MH prediction modeling and validation in r (1) regression 190709
 
MH Prediction Modeling and Validation -clean
MH Prediction Modeling and Validation -cleanMH Prediction Modeling and Validation -clean
MH Prediction Modeling and Validation -clean
 
r for data science 4. exploratory data analysis clean -rev -ref
r for data science 4. exploratory data analysis  clean -rev -refr for data science 4. exploratory data analysis  clean -rev -ref
r for data science 4. exploratory data analysis clean -rev -ref
 
CDM SynPuf OMOP CDM library(rodbc) library(ggplot2) library(jsonlite) 180403
CDM SynPuf OMOP CDM library(rodbc) library(ggplot2) library(jsonlite) 180403CDM SynPuf OMOP CDM library(rodbc) library(ggplot2) library(jsonlite) 180403
CDM SynPuf OMOP CDM library(rodbc) library(ggplot2) library(jsonlite) 180403
 

Último

Delhi Call Girls Punjabi Bagh 9711199171 ☎✔👌✔ Whatsapp Hard And Sexy Vip Call
Delhi Call Girls Punjabi Bagh 9711199171 ☎✔👌✔ Whatsapp Hard And Sexy Vip CallDelhi Call Girls Punjabi Bagh 9711199171 ☎✔👌✔ Whatsapp Hard And Sexy Vip Call
Delhi Call Girls Punjabi Bagh 9711199171 ☎✔👌✔ Whatsapp Hard And Sexy Vip Callshivangimorya083
 
BPAC WITH UFSBI GENERAL PRESENTATION 18_05_2017-1.pptx
BPAC WITH UFSBI GENERAL PRESENTATION 18_05_2017-1.pptxBPAC WITH UFSBI GENERAL PRESENTATION 18_05_2017-1.pptx
BPAC WITH UFSBI GENERAL PRESENTATION 18_05_2017-1.pptxMohammedJunaid861692
 
BigBuy dropshipping via API with DroFx.pptx
BigBuy dropshipping via API with DroFx.pptxBigBuy dropshipping via API with DroFx.pptx
BigBuy dropshipping via API with DroFx.pptxolyaivanovalion
 
Log Analysis using OSSEC sasoasasasas.pptx
Log Analysis using OSSEC sasoasasasas.pptxLog Analysis using OSSEC sasoasasasas.pptx
Log Analysis using OSSEC sasoasasasas.pptxJohnnyPlasten
 
Schema on read is obsolete.

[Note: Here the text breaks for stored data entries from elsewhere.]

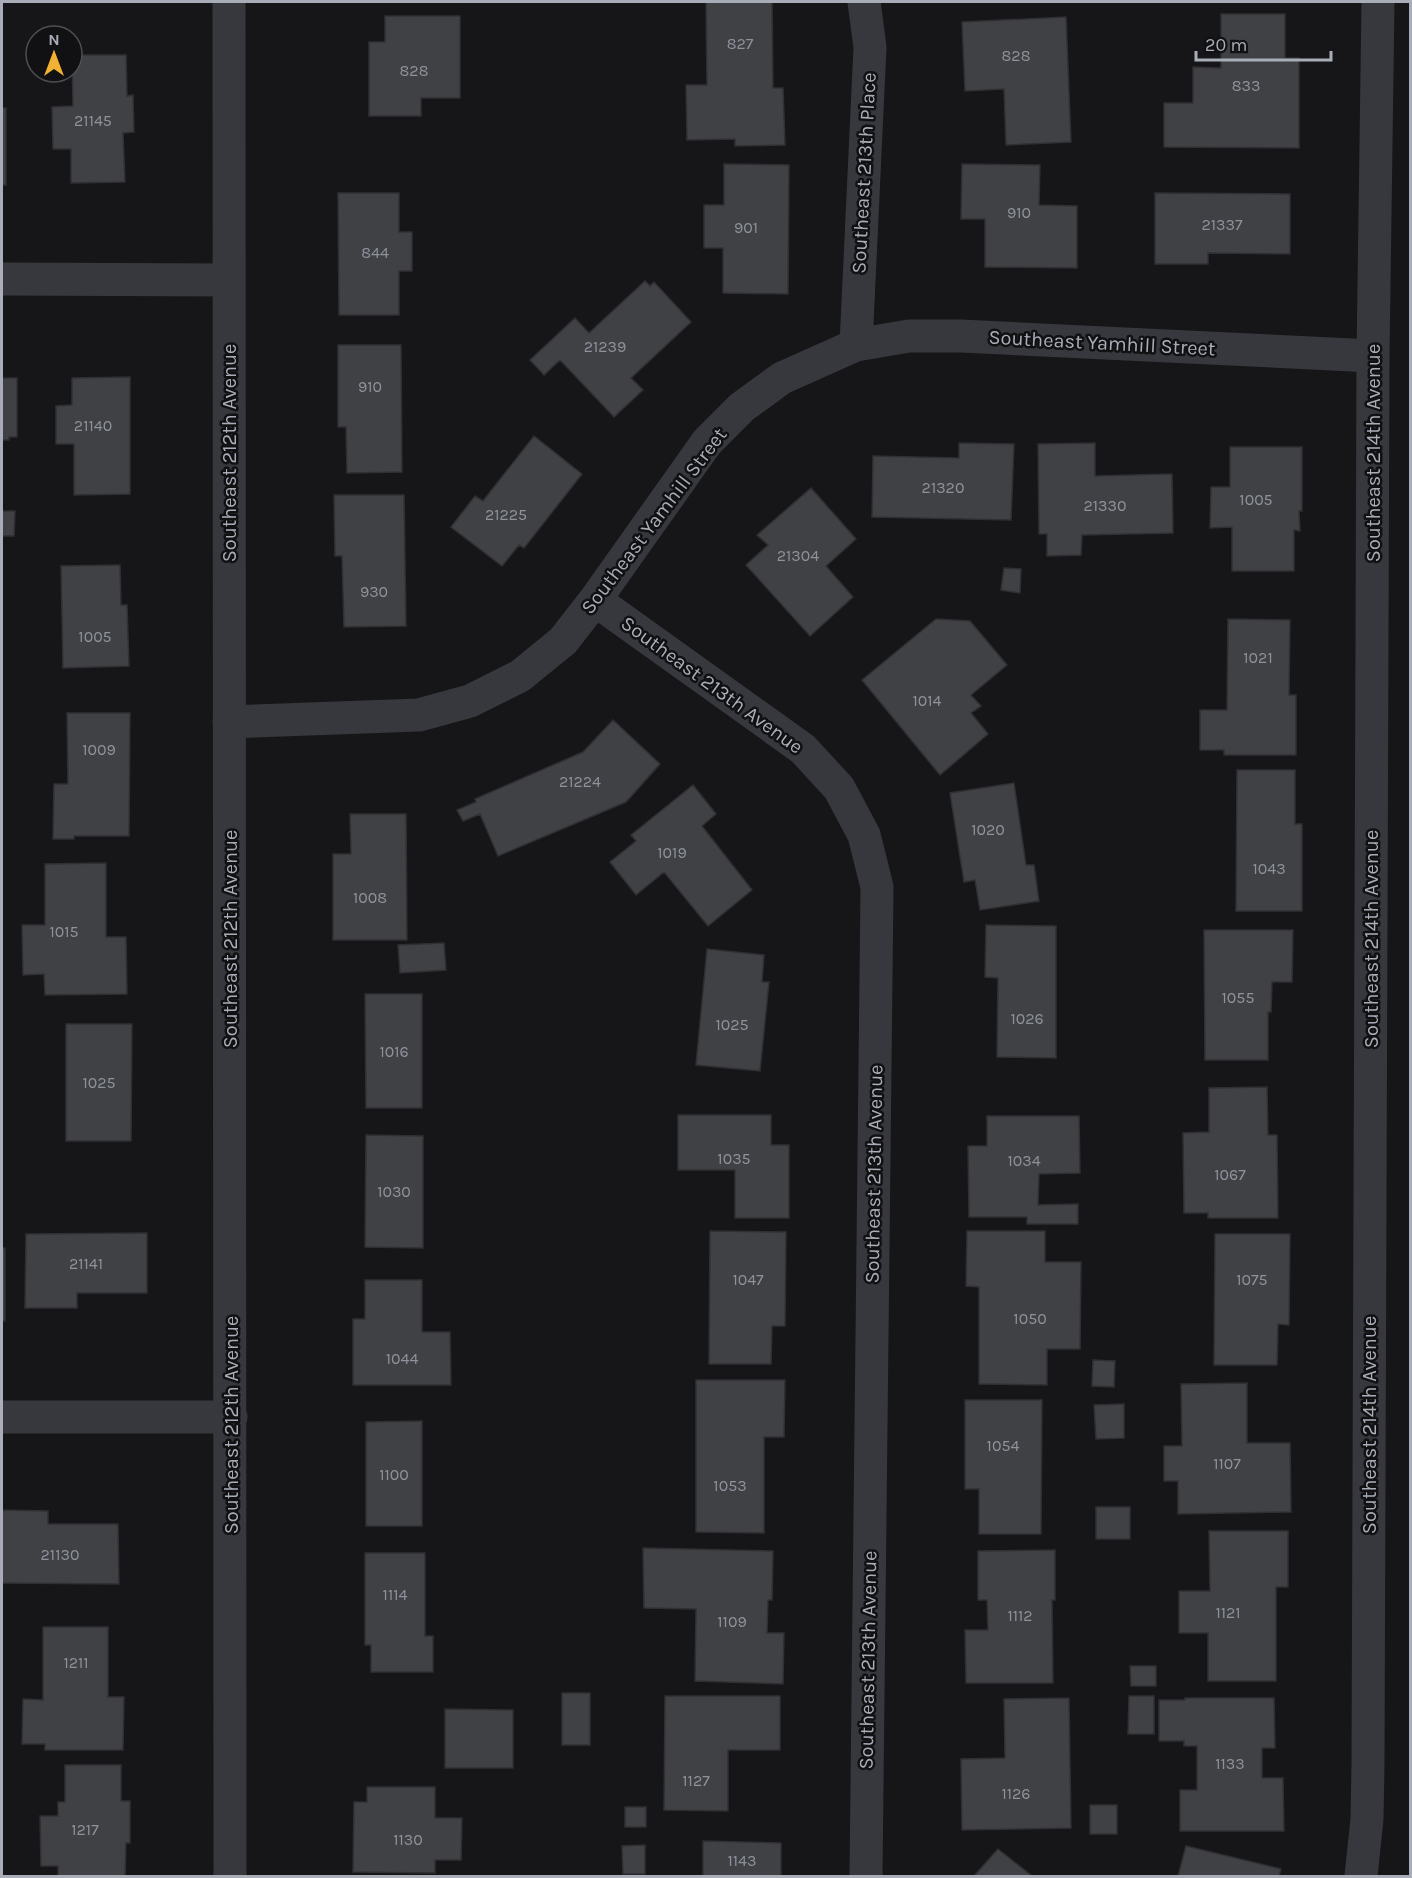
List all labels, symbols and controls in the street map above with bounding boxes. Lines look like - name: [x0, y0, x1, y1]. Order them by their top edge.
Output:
- north arrow: [24, 24, 84, 84]
- scale bar: [1196, 24, 1331, 62]
- text: N: [48, 30, 60, 49]
- house number: 827: [727, 34, 754, 53]
- text: 20 m: [1205, 34, 1247, 56]
- house number: 828: [1002, 46, 1030, 65]
- house number: 828: [400, 61, 428, 80]
- street label: Southeast 213th Place: [847, 72, 881, 274]
- house number: 833: [1232, 76, 1260, 95]
- house number: 21145: [74, 111, 112, 130]
- house number: 910: [1007, 203, 1031, 222]
- house number: 21337: [1202, 215, 1243, 234]
- house number: 901: [734, 218, 758, 237]
- house number: 844: [361, 243, 389, 262]
- street label: Southeast Yamhill Street: [988, 326, 1216, 360]
- house number: 21239: [584, 337, 626, 356]
- street label: Southeast 212th Avenue: [218, 344, 241, 562]
- street label: Southeast 214th Avenue: [1362, 344, 1385, 562]
- house number: 910: [358, 377, 382, 396]
- house number: 21140: [74, 416, 112, 435]
- street label: Southeast Yamhill Street: [576, 423, 732, 619]
- house number: 21320: [922, 478, 964, 497]
- house number: 1005: [1239, 490, 1273, 509]
- house number: 21330: [1084, 496, 1126, 515]
- house number: 21225: [485, 505, 527, 524]
- house number: 21304: [777, 546, 819, 565]
- house number: 930: [360, 582, 388, 601]
- street label: Southeast 213th Avenue: [617, 611, 807, 759]
- house number: 1005: [78, 627, 112, 646]
- house number: 1021: [1243, 648, 1273, 667]
- house number: 1014: [912, 691, 942, 710]
- house number: 1009: [82, 740, 116, 759]
- house number: 21224: [559, 772, 601, 791]
- house number: 1020: [971, 820, 1005, 839]
- street label: Southeast 212th Avenue: [219, 830, 242, 1048]
- street label: Southeast 214th Avenue: [1360, 830, 1383, 1048]
- house number: 1019: [657, 843, 687, 862]
- house number: 1043: [1252, 859, 1286, 878]
- house number: 1008: [353, 888, 387, 907]
- house number: 1015: [49, 922, 79, 941]
- house number: 1055: [1222, 988, 1254, 1007]
- house number: 1026: [1010, 1009, 1044, 1028]
- house number: 1025: [715, 1015, 749, 1034]
- house number: 1016: [379, 1042, 409, 1061]
- street label: Southeast 213th Avenue: [861, 1064, 887, 1284]
- house number: 1025: [82, 1073, 116, 1092]
- house number: 1035: [717, 1149, 751, 1168]
- house number: 1034: [1007, 1151, 1041, 1170]
- house number: 1067: [1214, 1165, 1246, 1184]
- house number: 1030: [377, 1182, 411, 1201]
- house number: 21141: [69, 1254, 103, 1273]
- house number: 1047: [732, 1270, 764, 1289]
- house number: 1075: [1236, 1270, 1268, 1289]
- house number: 1050: [1013, 1309, 1047, 1328]
- street label: Southeast 212th Avenue: [220, 1316, 243, 1534]
- street label: Southeast 214th Avenue: [1358, 1316, 1381, 1534]
- house number: 1044: [386, 1349, 418, 1368]
- house number: 1054: [987, 1436, 1019, 1455]
- house number: 1107: [1213, 1454, 1241, 1473]
- house number: 1100: [379, 1465, 409, 1484]
- house number: 1053: [713, 1476, 747, 1495]
- house number: 21130: [41, 1545, 79, 1564]
- street label: Southeast 213th Avenue: [855, 1550, 881, 1770]
- house number: 1114: [383, 1585, 407, 1604]
- house number: 1121: [1215, 1603, 1241, 1622]
- house number: 1112: [1007, 1606, 1033, 1625]
- house number: 1109: [717, 1612, 747, 1631]
- house number: 1211: [63, 1653, 89, 1672]
- house number: 1133: [1215, 1754, 1245, 1773]
- house number: 1127: [682, 1771, 710, 1790]
- house number: 1126: [1001, 1784, 1031, 1803]
- house number: 1217: [71, 1820, 99, 1839]
- house number: 1130: [393, 1830, 423, 1849]
- house number: 1143: [728, 1851, 756, 1870]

Welcome metaprogramming..pdf
Schema on read is obsolete. Welcome metaprogramming..pdfSchema on read is obsolete. Welcome metaprogramming..pdf
Schema on read is obsolete. Welcome metaprogramming..pdfLars Albertsson
 
Capstone Project on IBM Data Analytics Program
Capstone Project on IBM Data Analytics ProgramCapstone Project on IBM Data Analytics Program
Capstone Project on IBM Data Analytics ProgramMoniSankarHazra
 
Generative AI on Enterprise Cloud with NiFi and Milvus
Generative AI on Enterprise Cloud with NiFi and MilvusGenerative AI on Enterprise Cloud with NiFi and Milvus
Generative AI on Enterprise Cloud with NiFi and MilvusTimothy Spann
 
(PARI) Call Girls Wanowrie ( 7001035870 ) HI-Fi Pune Escorts Service
(PARI) Call Girls Wanowrie ( 7001035870 ) HI-Fi Pune Escorts Service(PARI) Call Girls Wanowrie ( 7001035870 ) HI-Fi Pune Escorts Service
(PARI) Call Girls Wanowrie ( 7001035870 ) HI-Fi Pune Escorts Serviceranjana rawat
 
Mature dropshipping via API with DroFx.pptx
Mature dropshipping via API with DroFx.pptxMature dropshipping via API with DroFx.pptx
Mature dropshipping via API with DroFx.pptxolyaivanovalion
 
VidaXL dropshipping via API with DroFx.pptx
VidaXL dropshipping via API with DroFx.pptxVidaXL dropshipping via API with DroFx.pptx
VidaXL dropshipping via API with DroFx.pptxolyaivanovalion
 
Best VIP Call Girls Noida Sector 39 Call Me: 8448380779
Best VIP Call Girls Noida Sector 39 Call Me: 8448380779Best VIP Call Girls Noida Sector 39 Call Me: 8448380779
Best VIP Call Girls Noida Sector 39 Call Me: 8448380779Delhi Call girls
 
BabyOno dropshipping via API with DroFx.pptx
BabyOno dropshipping via API with DroFx.pptxBabyOno dropshipping via API with DroFx.pptx
BabyOno dropshipping via API with DroFx.pptxolyaivanovalion
 
FESE Capital Markets Fact Sheet 2024 Q1.pdf
FESE Capital Markets Fact Sheet 2024 Q1.pdfFESE Capital Markets Fact Sheet 2024 Q1.pdf
FESE Capital Markets Fact Sheet 2024 Q1.pdfMarinCaroMartnezBerg
 
Edukaciniai dropshipping via API with DroFx
Edukaciniai dropshipping via API with DroFxEdukaciniai dropshipping via API with DroFx
Edukaciniai dropshipping via API with DroFxolyaivanovalion
 
Call Girls 🫤 Dwarka ➡️ 9711199171 ➡️ Delhi 🫦 Two shot with one girl
Call Girls 🫤 Dwarka ➡️ 9711199171 ➡️ Delhi 🫦 Two shot with one girlCall Girls 🫤 Dwarka ➡️ 9711199171 ➡️ Delhi 🫦 Two shot with one girl
Call Girls 🫤 Dwarka ➡️ 9711199171 ➡️ Delhi 🫦 Two shot with one girlkumarajju5765
 
Junnasandra Call Girls: 🍓 7737669865 🍓 High Profile Model Escorts | Bangalore...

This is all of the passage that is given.